Bruxelles – La Commissione non può essere ritenuta responsabile di aver impedito il suo salvataggio di Banca Marche. La risoluzione di Banca Marche “è stata essenzialmente determinata dal suo stato di dissesto”, dimostrato dalle perdite complessive di 1,4 miliardi di euro e da un deficit patrimoniale al 30 settembre 2015 pari a 1,4 miliardi di euro. Il Tribunale dell’UE respinge il ricorso presentato contro le decisioni dell’esecutivo comunitario e prova a mettere la parola ‘fine’ alla storia.
Il principale istituto di credito della regione Marche è stata chiusa dalla Banca d’Italia dopo notifica alla Commissione europea. L’avvio della procedura di chiusura è avvenuto nel novembre 2015, dopo che Bankitalia ha rilevato che una ricapitalizzazione da parte del Fondo interbancario di tutela dei depositi (FITD) non era potuta avvenire in assenza del via libera di Bruxelles.

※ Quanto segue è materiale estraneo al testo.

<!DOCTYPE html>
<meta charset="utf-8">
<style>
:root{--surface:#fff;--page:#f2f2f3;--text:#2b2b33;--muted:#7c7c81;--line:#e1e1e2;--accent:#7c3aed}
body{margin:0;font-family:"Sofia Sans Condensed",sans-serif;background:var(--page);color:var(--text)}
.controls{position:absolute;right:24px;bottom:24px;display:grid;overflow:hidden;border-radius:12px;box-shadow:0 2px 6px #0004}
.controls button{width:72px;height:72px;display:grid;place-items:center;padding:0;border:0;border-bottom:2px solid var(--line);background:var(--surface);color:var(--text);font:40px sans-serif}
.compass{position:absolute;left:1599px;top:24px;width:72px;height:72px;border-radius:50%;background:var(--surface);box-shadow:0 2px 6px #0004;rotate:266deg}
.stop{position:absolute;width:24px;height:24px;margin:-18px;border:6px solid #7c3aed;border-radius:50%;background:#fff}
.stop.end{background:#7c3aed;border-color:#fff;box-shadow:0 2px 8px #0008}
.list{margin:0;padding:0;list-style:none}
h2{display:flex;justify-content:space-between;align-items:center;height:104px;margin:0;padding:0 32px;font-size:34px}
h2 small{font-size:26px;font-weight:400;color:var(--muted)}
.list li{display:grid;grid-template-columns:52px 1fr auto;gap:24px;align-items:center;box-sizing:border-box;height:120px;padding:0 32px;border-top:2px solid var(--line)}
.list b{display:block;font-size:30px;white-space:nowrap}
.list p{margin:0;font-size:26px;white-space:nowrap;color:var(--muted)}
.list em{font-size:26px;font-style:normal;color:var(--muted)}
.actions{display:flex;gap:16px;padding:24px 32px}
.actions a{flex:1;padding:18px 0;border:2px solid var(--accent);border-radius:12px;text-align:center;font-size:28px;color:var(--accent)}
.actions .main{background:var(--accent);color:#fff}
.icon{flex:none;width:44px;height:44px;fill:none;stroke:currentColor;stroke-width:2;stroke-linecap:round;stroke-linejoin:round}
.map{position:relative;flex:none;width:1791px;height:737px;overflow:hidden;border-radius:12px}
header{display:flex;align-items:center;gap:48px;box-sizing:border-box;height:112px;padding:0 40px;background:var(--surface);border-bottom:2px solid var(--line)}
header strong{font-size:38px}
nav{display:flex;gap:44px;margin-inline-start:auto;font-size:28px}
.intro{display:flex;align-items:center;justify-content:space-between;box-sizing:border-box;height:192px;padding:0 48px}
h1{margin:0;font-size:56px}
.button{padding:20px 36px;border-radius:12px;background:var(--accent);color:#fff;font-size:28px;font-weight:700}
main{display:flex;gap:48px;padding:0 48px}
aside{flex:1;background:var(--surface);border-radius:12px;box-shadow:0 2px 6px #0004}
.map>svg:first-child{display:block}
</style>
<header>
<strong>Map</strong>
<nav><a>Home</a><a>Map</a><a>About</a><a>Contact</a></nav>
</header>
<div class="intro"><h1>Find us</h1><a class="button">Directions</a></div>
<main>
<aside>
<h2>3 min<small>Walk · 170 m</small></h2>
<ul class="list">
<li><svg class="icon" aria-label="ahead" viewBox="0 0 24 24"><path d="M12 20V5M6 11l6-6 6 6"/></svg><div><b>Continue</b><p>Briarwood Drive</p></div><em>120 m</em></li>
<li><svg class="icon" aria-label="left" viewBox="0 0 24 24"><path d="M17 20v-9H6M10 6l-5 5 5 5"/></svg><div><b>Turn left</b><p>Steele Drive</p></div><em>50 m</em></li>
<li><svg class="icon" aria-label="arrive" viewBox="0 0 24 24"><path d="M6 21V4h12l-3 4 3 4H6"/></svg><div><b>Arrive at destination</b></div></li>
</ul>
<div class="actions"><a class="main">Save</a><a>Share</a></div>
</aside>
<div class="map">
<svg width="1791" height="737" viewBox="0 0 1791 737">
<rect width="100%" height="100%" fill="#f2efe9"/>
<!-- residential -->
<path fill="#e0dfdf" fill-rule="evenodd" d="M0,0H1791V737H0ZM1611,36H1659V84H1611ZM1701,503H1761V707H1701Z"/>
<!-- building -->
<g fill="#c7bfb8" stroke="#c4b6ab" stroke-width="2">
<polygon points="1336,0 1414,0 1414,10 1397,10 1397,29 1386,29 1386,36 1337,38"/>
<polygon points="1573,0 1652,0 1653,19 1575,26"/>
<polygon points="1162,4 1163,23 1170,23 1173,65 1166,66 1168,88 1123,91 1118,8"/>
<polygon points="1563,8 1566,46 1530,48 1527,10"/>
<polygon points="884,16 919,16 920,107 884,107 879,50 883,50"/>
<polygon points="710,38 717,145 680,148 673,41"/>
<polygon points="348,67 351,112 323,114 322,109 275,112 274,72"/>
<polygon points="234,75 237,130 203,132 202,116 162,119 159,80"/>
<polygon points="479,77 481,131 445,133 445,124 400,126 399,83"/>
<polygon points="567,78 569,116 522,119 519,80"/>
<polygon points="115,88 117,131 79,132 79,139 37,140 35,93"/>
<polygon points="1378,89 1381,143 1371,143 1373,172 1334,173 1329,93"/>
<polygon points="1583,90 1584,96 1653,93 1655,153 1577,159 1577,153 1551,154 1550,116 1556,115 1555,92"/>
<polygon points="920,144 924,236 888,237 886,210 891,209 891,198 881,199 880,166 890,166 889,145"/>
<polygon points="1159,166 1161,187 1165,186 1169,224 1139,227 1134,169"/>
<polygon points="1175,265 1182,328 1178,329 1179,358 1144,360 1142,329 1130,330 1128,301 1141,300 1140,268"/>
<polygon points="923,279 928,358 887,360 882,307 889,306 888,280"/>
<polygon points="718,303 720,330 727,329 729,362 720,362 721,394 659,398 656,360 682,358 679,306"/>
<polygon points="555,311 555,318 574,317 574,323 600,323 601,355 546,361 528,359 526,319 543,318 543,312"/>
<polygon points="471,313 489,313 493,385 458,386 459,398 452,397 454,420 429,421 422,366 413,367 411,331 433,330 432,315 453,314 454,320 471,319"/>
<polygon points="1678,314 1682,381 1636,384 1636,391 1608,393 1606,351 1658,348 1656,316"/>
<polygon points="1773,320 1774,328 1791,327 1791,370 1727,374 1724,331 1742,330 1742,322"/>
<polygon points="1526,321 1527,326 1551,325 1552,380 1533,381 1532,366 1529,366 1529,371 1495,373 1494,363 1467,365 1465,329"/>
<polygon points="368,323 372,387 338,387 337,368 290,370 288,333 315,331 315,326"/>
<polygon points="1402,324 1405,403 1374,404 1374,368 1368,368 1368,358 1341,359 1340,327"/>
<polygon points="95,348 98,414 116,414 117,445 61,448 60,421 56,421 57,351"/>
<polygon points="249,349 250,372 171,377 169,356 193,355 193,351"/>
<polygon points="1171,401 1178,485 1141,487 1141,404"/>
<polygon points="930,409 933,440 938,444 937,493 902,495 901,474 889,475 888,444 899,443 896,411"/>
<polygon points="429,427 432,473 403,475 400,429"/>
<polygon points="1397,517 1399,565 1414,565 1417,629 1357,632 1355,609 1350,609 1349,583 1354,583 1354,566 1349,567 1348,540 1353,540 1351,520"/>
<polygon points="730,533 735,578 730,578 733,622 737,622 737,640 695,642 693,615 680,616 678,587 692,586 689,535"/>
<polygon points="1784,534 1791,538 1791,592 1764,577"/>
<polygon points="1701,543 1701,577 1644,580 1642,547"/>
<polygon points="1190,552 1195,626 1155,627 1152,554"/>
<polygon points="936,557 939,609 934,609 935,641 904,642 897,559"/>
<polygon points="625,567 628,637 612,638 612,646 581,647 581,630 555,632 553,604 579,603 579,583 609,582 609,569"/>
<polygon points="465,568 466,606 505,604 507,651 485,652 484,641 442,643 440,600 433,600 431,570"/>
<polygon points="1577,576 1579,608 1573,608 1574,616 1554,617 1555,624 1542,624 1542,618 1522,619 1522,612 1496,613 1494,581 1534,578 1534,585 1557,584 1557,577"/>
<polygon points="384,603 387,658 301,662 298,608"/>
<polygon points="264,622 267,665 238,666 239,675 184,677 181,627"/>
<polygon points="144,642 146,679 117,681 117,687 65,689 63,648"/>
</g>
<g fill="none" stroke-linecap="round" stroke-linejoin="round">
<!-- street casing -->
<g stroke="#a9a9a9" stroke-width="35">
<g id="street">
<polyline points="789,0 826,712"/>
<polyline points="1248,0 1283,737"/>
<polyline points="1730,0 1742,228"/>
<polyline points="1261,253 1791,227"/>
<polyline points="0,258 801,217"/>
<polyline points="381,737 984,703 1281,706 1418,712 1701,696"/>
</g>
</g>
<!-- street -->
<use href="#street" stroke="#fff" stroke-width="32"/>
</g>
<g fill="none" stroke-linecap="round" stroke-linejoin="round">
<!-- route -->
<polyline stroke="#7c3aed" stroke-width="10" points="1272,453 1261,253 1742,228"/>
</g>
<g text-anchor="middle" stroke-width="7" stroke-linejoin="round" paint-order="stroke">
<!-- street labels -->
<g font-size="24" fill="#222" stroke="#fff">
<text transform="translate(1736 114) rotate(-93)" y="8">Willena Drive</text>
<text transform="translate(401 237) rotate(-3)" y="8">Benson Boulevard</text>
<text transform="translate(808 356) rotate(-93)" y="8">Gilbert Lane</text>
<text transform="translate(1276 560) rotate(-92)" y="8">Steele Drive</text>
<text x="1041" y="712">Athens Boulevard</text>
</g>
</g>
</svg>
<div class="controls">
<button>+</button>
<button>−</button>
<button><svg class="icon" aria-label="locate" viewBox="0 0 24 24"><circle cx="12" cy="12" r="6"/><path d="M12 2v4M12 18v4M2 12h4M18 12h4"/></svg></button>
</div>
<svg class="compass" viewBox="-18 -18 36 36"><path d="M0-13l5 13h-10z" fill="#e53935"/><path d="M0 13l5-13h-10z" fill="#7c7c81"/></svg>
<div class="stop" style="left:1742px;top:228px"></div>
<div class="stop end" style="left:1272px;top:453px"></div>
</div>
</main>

Ma al di là di questo, la crisi bancaria era tale da non poter essere risolta. I commissari straordinari di Banca Marche
hanno riferito a Bankitalia di temere che “il suo salvataggio non potesse essere attuato in tempo utile tenuto conto della sua situazione finanziaria”. Secondo il Tribunale, ciò indica di per sé “l’impossibilit”à di un rapido intervento del FITD, indipendentemente dall’eventuale necessità di notificarlo previamente alla Commissione. La banca era in sostanza insalvabile.
Alla decisione di fallimento bancario è seguito il ricorso, sulla base di presunte pressioni esercitate da Bruxelles per non ricorrere all’intervento di salvataggio. Qui i giudici del Tribunale di Lussemburgo sostengono che “non è stata dimostrata l’esistenza di un nesso causale tra il comportamento asseritamente illecito della Commissione e il pregiudizio dedotto”.